Extracted data entries:
+++

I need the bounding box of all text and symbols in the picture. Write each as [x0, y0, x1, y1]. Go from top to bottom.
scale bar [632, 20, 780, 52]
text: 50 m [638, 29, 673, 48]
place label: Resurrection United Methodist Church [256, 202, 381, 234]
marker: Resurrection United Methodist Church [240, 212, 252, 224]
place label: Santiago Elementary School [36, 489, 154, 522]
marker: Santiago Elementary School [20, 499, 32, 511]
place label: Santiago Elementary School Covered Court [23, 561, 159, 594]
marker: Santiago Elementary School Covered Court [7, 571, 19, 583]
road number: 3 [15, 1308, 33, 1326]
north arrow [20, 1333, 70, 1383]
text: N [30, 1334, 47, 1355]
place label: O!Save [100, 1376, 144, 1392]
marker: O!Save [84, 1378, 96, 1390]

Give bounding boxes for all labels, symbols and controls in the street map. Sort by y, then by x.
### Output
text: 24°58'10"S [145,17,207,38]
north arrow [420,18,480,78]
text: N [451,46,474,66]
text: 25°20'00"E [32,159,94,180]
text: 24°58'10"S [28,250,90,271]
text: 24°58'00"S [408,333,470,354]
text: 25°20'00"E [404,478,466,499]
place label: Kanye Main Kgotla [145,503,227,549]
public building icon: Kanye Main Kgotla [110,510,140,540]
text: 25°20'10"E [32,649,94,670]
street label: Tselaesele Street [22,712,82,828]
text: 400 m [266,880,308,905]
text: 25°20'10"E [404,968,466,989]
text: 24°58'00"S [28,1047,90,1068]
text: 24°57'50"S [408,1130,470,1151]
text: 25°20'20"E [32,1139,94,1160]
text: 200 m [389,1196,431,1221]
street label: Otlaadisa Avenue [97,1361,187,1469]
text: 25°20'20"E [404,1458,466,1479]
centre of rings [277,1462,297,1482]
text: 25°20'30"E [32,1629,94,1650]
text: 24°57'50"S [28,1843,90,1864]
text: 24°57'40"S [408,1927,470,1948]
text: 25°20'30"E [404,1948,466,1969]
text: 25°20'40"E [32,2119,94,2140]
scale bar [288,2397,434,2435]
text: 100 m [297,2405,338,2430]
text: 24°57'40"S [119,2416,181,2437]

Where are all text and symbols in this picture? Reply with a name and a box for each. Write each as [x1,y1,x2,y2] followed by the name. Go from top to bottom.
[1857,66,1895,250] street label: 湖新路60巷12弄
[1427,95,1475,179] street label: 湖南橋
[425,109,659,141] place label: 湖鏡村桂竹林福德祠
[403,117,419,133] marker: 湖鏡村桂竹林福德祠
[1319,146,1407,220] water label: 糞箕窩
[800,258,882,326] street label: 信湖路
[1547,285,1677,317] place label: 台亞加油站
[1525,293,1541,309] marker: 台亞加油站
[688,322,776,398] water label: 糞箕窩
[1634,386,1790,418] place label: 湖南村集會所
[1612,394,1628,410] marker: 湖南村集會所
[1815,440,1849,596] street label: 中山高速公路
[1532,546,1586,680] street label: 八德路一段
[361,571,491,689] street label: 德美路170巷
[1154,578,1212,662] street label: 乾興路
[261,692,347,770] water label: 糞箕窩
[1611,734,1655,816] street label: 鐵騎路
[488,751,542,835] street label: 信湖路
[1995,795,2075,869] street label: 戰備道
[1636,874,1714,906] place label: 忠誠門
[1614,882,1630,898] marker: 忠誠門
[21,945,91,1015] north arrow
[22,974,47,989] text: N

+++

— Work to complete —
Every line above carrying the word "Methodist" needs to be shown.

— Solution —
place label: Resurrection United Methodist Church [256, 202, 381, 234]
marker: Resurrection United Methodist Church [240, 212, 252, 224]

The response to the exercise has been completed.